Controversial “Super Seal” Criticized by Judge
This was done by filing the papers under what is known as a “super seal.” In that case, the documents are stored in a court vault and aren’t placed into the electronic case management system. This is a technique that is generally used when national security or public safety is a serious consideration in a case, and letting information about the case leak early could be dangerous.
That was not the situation with the Cobbs, who were accused only of financial crimes, though prosecutors said that they used the seals to protect an undercover agent and confidential wiretaps. That led US Magistrate Judge Cam Ferenbach to blast prosecutors last year for using the tactic in this case.
“This is unacceptable,” Ferenbach wrote. “Relying on various sealed and super-sealed filings, the government asks the court to rule against private citizens, allow the deprivation of their property and deny them a process to redress possible violations of their constitutional rights through a secret government action that provides no notice or opportunity to be heard. Saying that this would offend the Constitution is an understatement. It is constitutionally abhorrent.”

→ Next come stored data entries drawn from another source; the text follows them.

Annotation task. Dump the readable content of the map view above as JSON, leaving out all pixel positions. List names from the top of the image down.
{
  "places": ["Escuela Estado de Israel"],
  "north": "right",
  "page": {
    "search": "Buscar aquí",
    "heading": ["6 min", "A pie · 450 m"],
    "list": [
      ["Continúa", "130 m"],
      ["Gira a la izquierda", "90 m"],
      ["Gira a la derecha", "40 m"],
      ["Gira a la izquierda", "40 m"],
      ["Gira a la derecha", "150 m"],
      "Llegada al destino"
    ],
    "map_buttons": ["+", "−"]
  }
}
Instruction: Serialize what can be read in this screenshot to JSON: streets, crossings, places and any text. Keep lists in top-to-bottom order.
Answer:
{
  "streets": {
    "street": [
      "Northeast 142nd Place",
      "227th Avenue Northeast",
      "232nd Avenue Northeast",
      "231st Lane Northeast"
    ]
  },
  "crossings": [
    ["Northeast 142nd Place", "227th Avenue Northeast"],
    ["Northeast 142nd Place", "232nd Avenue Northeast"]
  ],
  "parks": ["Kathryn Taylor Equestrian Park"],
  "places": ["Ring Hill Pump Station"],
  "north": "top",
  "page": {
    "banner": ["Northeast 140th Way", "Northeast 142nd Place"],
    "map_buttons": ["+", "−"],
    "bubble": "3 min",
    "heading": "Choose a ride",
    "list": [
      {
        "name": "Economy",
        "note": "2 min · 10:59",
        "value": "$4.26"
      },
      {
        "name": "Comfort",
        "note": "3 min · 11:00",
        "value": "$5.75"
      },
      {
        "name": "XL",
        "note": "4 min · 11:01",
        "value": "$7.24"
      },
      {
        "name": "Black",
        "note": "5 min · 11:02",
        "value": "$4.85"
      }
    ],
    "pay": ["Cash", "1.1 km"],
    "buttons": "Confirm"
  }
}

The sealed actions came to light in legal battles between defense lawyers and federal prosecutors, who argued over the legality of the searches and exactly how much money the government was legally allowed to seize. While Ferenbach authorized the search of Glen Cobb’s home, defense lawyers said that the search warrants limited how much could be seized.
Prosecutors then said that the arguments should be heard in the super-sealed cases, rather than in front of Ferenbach. That led Ferenbach to call any attempt to prevent him from presiding over the case “frivolous, if not absurd.”